With technological advances facilitating an unprecedented level of global interconnectivity, the use of propaganda in the 21st century is arguably more efficient and influential than ever before. Employing social media, video sharing, and other forms of mass-media communication, the Islamic State of Iraq and the Levant (ISIL) have relied on propaganda as their major recruitment tool. Less acknowledged, however, is the use of propaganda by Western actors, such as President Barack Obama’s speech on September 11, 2014. Considering the use of manipulative communication by both ISIL and the American President, who is winning the war of ideas?
Scholars have long argued over the very nature of propaganda. For many, propaganda naturally carries a negative connotation and is synonymous with deception, manipulation, and dishonesty. Others, however, find that propaganda is neither inherently good nor bad, and must be evaluated on a case-by-case basis before being rendered immoral. Taking the latter view, Jowett and O’Donnell define propaganda as the “deliberate, systematic attempt to shape perceptions, manipulate cognitions, and direct behavior to achieve a response that furthers the desired intent of the propagandist.”

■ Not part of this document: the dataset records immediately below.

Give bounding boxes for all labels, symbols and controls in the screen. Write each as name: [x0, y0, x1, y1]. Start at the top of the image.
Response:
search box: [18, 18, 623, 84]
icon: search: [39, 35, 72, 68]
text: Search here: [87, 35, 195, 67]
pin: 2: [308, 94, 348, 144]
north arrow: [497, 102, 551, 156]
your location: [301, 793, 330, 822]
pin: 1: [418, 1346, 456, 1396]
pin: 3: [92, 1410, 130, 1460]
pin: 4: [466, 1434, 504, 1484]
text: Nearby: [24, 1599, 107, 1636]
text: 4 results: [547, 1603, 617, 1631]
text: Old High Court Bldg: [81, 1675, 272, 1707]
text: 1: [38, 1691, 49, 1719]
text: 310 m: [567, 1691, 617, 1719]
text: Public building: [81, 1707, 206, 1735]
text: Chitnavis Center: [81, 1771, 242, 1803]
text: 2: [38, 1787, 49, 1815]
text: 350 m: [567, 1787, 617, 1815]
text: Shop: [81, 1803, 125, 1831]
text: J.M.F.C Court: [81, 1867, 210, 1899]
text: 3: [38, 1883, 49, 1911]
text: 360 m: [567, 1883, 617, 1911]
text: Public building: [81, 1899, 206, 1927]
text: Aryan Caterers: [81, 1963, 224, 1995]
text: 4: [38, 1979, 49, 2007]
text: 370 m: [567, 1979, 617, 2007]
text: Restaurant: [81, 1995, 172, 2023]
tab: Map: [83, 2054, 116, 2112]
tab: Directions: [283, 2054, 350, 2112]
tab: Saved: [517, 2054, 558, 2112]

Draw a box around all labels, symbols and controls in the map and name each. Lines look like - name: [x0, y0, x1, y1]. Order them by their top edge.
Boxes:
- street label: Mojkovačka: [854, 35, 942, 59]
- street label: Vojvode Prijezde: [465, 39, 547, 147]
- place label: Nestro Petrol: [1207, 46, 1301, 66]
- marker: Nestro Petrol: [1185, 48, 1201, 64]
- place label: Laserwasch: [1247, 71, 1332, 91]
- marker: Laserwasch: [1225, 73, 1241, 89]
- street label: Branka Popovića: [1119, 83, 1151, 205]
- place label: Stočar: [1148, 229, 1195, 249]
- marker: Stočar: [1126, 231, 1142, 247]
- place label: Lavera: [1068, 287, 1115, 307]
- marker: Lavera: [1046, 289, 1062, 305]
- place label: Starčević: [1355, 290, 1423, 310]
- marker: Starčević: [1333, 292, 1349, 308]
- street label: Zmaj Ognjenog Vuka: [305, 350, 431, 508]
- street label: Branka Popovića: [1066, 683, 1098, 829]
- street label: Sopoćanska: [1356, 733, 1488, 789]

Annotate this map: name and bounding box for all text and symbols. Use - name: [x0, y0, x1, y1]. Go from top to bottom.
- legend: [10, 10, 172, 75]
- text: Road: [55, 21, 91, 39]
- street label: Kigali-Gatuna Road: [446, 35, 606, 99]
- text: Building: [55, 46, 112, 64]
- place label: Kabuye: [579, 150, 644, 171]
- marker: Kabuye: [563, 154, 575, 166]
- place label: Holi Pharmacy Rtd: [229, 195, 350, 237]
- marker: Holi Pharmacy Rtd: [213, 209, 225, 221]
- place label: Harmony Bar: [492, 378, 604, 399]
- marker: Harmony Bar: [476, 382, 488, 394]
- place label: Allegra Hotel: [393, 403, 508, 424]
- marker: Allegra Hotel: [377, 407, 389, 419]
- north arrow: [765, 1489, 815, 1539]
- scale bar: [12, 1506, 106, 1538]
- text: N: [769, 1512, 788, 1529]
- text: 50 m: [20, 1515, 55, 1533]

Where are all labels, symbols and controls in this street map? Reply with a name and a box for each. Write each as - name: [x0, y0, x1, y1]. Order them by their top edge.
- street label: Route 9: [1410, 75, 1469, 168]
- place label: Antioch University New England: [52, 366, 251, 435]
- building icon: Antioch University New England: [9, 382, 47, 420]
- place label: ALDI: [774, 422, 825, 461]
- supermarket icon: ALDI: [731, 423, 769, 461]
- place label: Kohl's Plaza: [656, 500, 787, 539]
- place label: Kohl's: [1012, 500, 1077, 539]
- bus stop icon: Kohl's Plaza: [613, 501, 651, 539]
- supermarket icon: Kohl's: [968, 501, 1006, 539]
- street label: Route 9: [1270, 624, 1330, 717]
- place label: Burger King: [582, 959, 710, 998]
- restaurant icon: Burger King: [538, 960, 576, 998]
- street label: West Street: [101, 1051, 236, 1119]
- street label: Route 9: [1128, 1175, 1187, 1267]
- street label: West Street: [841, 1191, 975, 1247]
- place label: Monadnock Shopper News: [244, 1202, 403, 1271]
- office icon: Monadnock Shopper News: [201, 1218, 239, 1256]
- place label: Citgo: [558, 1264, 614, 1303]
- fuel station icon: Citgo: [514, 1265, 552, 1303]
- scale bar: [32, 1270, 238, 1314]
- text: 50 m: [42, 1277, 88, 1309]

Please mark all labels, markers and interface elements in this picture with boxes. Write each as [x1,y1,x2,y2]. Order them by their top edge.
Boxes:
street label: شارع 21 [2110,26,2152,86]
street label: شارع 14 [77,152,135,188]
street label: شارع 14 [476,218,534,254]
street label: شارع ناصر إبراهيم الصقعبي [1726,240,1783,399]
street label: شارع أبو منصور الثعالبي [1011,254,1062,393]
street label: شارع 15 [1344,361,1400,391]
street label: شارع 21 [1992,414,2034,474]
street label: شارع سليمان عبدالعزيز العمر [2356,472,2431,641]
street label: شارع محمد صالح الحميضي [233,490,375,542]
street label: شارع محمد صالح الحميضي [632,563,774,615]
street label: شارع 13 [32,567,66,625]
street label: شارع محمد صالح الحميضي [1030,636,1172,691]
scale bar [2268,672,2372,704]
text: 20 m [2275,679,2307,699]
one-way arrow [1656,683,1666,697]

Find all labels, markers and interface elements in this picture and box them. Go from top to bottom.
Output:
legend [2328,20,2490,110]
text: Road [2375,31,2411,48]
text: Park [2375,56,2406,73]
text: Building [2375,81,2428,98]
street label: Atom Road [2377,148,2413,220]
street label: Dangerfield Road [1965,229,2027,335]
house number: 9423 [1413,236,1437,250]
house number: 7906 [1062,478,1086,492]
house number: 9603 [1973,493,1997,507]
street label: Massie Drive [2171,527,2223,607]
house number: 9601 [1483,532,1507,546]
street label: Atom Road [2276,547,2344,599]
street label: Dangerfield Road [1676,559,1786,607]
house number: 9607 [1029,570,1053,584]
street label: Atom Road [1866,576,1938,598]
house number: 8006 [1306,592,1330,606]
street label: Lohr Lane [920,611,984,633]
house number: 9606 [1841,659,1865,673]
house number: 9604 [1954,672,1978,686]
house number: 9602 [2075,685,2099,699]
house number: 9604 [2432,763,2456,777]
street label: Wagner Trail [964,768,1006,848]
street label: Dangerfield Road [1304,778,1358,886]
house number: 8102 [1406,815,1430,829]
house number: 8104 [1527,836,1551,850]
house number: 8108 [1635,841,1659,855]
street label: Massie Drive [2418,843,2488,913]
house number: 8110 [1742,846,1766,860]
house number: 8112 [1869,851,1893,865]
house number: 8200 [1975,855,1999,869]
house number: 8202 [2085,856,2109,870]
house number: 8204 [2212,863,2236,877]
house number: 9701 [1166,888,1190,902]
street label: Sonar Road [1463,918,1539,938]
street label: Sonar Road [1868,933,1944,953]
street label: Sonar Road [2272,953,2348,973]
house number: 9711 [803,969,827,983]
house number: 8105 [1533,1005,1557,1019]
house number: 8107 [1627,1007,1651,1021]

Addressing Americans and the international community on the 13th anniversary of 9/11, President Obama made a speech aiming to muster support for an offensive against ISIL. The President immediately generated intense emotions by proclaiming that the capacity for terrorists to do great harm remains as true as it did before 9/11. By reactivating the audience’s negative feelings and bringing to mind conscious memories of an attack on home soil, Obama deliberately pumped up emotions in order to instill a wave of patriotism. Further, Obama asserted, “They execute captured prisoners. They kill children. And they enslave, rape, and force women into marriage.” By fueling the public’s imagination and providing a frightening narrative, Obama effectively justified harsh retaliatory action.
Lastly, President Obama attempted to shape perceptions in a way that would make Americans feel responsible for the lives of innocent people around the world. Divulging details of an American rescue mission, Obama quoted one of the civilians saying, “We owe our American friends our lives. Our children will always remember that there was someone who felt our struggle and made a long journey to protect innocent people.” Accordingly, Obama sought to convey a message that amplified the need for American leadership in order to prevent ‘evil’ from spreading.
Employing a media strategy largely unmatched by similar organizations, ISIL has used various mediums to propagate its cause. In a book titled Influence Warfare, Winn and Zakem note that “the emergence of new means of communication…have transformed the context for mass persuasion and have expanded opportunities for extremists to disseminate their message.” For example, ISIL has effectively engaged in a social media campaign through Twitter. Publicizing a Twitter application called “Fajr al-Bashaer,” the application sends updates to followers on ISIL’s progress in Iraq and Syria.
Further, ISIL periodically releases violent videos, such as the recent video of a captured Jordanian pilot being burned alive. Receiving thousands of views and large-scale media coverage, the terrorist organization used this video to market their brand of violence and glorify radical Islam as a seductive ideology. Al Hayat Media Centre, the media branch of ISIL, is responsible for the dissemination of such barbaric videos.
In addition to these videos, Al Hayat has released 6 issues of a magazine titled Dabiq. Published in English – indicating that they are designed to recruit Westerners – Dabiq uses two of the most influential propagandistic techniques, hate speech and religion. Drawing on the use of drone warfare and the alliance with Israel, the authors of Dabiq attempt to manipulate the reader using hate speech. Hate speech, it is said, “is one of the most pervasive propagandistic practices in the modern world…as it seeks to move an audience by creating a symbolic code for violence.”
Beyond the use of hate speech, terrorist organizations such as ISIL are notorious for using religion as a tool for mobilization. For example, in the first issue of Dabiq, the authors declare “The world has been divided into two camps…the camp of Islam and faith, and the camp of disbelief and hypocrisy – the camp of the Muslims…and the camp of the Jews, the crusaders, and with them the rest of nations and religions with disbelief.” By manipulating religious interpretations, ISIL attempts to justify terrorist attacks that have killed thousands of innocent ‘non-believers’.
Though both President Obama and ISIL have used propaganda in order to gather support for their objectives, their strategies are notably different. While ISIL uses violent videos, defaming literature, and religious manipulation, Obama is subject to legal, political, and ethical standards that limit his propaganda effort. With much greater freedom to conduct their campaign, ISIL has the ability to spread lies, fabricate facts and often deceive an exploitable audience. With a relatively limited set of influence strategies, Western nations need to rely on messages that resonate and draw numerous audiences together. Media is the battlefield, and winning requires managing perceptions and shaping attitudes.